TW: It’s been empowering. For many years I’ve had this idea that somebody needs to come along and they’ll have the secret keys and open some door and do the thing for you. And with this film, the method of making it was so DIY that at every step now I’m kind of like, we can figure this out. Like, we can send the emails, we can do the research, and yes, it’s a lot of work, but it’s nice to not feel that just because I don’t have the money or resources that I can’t access that thing. You can get out, you can do it, the tools are there—you just gotta be diligent.
What advice would you give to filmmakers who are just starting out?
AM: Just finish something. There can be a frustration that stops you because you’re trying to be this perfectionist, and I think the antidote to that is just to keep making more stuff. And a lot of it is gonna suck, but eventually some of it will be kind of good. There’s not really a shortcut—you just have to start, make, and, most importantly, complete. And then do it again.

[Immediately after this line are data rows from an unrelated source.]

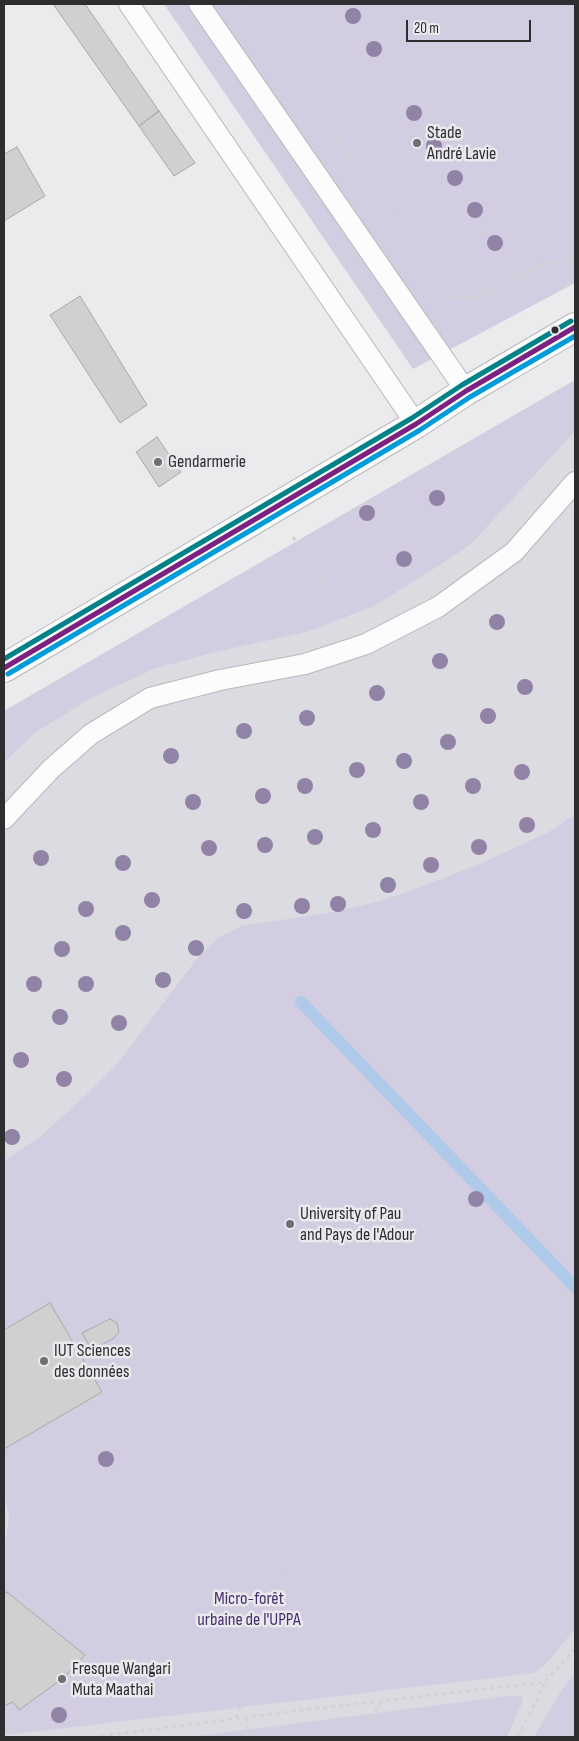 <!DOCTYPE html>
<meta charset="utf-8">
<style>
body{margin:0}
#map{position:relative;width:579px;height:1741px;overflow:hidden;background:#ebeaec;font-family:"Sofia Sans Condensed",sans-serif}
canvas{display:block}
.frame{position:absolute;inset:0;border:5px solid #2e2d2f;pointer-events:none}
.scale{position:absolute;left:406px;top:20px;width:125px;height:22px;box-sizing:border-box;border:2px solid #2e2d2f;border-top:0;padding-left:6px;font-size:15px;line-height:18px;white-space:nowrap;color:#2e2d2f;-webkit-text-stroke:4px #eae9ed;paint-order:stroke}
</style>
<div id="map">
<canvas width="579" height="1741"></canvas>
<div class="frame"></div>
<div class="scale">20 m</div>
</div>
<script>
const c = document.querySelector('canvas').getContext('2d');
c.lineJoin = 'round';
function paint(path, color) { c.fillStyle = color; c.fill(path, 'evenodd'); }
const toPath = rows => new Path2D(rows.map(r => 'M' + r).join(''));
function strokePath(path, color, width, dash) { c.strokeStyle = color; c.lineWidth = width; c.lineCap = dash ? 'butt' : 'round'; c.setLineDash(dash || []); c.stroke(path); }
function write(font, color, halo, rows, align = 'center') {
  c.font = font + ' "Sofia Sans Condensed",sans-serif'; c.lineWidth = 5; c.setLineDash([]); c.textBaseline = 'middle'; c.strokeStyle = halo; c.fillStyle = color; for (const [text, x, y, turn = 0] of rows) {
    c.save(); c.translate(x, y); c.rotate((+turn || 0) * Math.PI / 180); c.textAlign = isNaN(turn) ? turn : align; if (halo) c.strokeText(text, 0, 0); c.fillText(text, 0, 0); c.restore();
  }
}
const built = toPath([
 [575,380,575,1737,4,1737,4,711]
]);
const green = toPath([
 [164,4,575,4,575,283,413,369],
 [575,380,575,431,471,544,443,563,374,606,310,631,211,653,154,669,93,697,36,732,4,762,4,711],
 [575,814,575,1629,545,1665,534,1673,6,1735,4,1731,4,1706,13,1702,19,1709,62,1679,85,1655,8,1592,4,1594,4,1555,9,1517,4,1491,4,1449,102,1392,50,1303,4,1330,4,1161,41,1136,84,1097,119,1062,199,956,220,937,241,926,328,913,377,902,421,887,482,863,549,832],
 [110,1319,117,1323,119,1332,114,1338,92,1350,82,1333],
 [575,1673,575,1737,534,1737,561,1691],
 [509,1696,521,1696,523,1701,507,1737,189,1737]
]);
const stream = toPath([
 [301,1002,575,1287]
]);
const building = toPath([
 [53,4,85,4,159,111,139,126,53,4],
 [159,111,195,163,174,176,139,126,159,111],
 [17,147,45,196,4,221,4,154,17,147],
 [80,296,147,405,120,423,50,315,80,296],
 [157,437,181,472,159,487,136,452,157,437],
 [50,1303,102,1392,4,1449,4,1330,50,1303],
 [110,1319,117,1323,119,1332,114,1338,92,1350,82,1333,110,1319],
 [7,1592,85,1655,62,1679,19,1710,13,1702,4,1706,4,1594,7,1592]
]);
const path = toPath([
 [245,4,445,295,477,299,540,266,575,257],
 [293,537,347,616],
 [246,1717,249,1737],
 [236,1718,305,1533],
 [93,1737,295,1711,545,1682,575,1649],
 [356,1737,382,1701],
 [518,1737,545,1683]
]);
const lane = toPath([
 [129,4,416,424],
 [199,4,466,391],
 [4,819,51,769,91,734,150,698,220,680,305,664,366,644,438,607,514,552,575,482]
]);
const street = toPath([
 [4,668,416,424,466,391,575,327]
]);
const bus1 = toPath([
 [4,668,416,424,466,391,575,327]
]);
const bus2 = toPath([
 [8,674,420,430,470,397,575,336]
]);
const bus3 = toPath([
 [4,659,412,418,462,385,571,321]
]);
const trees = [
 [353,16],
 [374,49],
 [414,113],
 [434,146],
 [455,178],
 [475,210],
 [495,243],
 [437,498],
 [367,513],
 [404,559],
 [497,622],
 [440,661],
 [525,687],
 [377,693],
 [488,716],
 [307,718],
 [244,731],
 [448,742],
 [171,756],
 [404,761],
 [357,770],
 [522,772],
 [305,786],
 [473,786],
 [263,796],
 [193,802],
 [421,802],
 [527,825],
 [373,830],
 [315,837],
 [265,845],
 [479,847],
 [209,848],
 [41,858],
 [123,863],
 [431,865],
 [388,885],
 [152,900],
 [338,904],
 [302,906],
 [86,909],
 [244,911],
 [123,933],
 [196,948],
 [62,949],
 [163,980],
 [34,984],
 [86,984],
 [60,1017],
 [119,1023],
 [21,1060],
 [64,1079],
 [12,1137],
 [476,1199],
 [106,1459],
 [59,1715]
];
const markers = [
 [417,143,5,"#706f71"],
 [555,330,4.5,"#2e2d2f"],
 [158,462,5,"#706f71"],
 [290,1224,5,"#706f71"],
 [44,1361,5,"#706f71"],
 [62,1679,5,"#706f71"]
];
const poiNames = [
 ["Stade",427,133],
 ["André Lavie",427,154],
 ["Gendarmerie",168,462],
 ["University of Pau",300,1214],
 ["and Pays de l'Adour",300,1235],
 ["IUT Sciences",54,1351],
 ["des données",54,1372],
 ["Fresque Wangari",72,1669],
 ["Muta Maathai",72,1690]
];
const parkNames = [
 ["Micro-forêt",249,1599],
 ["urbaine de l'UPPA",249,1620]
];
paint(built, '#dddbe2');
paint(green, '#d2cde0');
strokePath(stream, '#afcae9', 12);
paint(building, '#d0d0d1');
strokePath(building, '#a8a8a9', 1);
strokePath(lane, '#b9b8ba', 22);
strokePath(street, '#b9b8ba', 30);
strokePath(path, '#d3d3d4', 3, [4, 4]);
strokePath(lane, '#fcfcfc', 20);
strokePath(street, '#fcfcfc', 28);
strokePath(bus1, '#7a2182', 5);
strokePath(bus2, '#009bd9', 5);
strokePath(bus3, '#008288', 5);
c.fillStyle = '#9083a6';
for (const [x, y] of trees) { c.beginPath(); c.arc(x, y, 8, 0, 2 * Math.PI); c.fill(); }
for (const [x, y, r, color] of markers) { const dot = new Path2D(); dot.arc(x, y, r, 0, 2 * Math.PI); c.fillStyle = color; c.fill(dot); strokePath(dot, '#eae9ed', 2); }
write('18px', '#2e2d2f', '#eae9ed', poiNames, 'left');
write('18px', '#462f6d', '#eae9ed', parkNames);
</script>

TW: Just always keep doing it. A lot of times we would hear, “Well, that’s not the way it typically goes,” or, “You’re not gonna get to film in an airport,” and once we embodied [this idea of] “well, we’re not stopping,” it made all those roadblocks just feel like fun, like, “We’re gonna do it.” So just find a way to believe and keep pushing. You can learn that in shorts, but a feature presents a mountain.
AM: Sometimes people thought that they were throwing up roadblocks, but it actually felt like they were daring us, and I was like, “Oh yeah, that’s not how it’s done? Watch this.”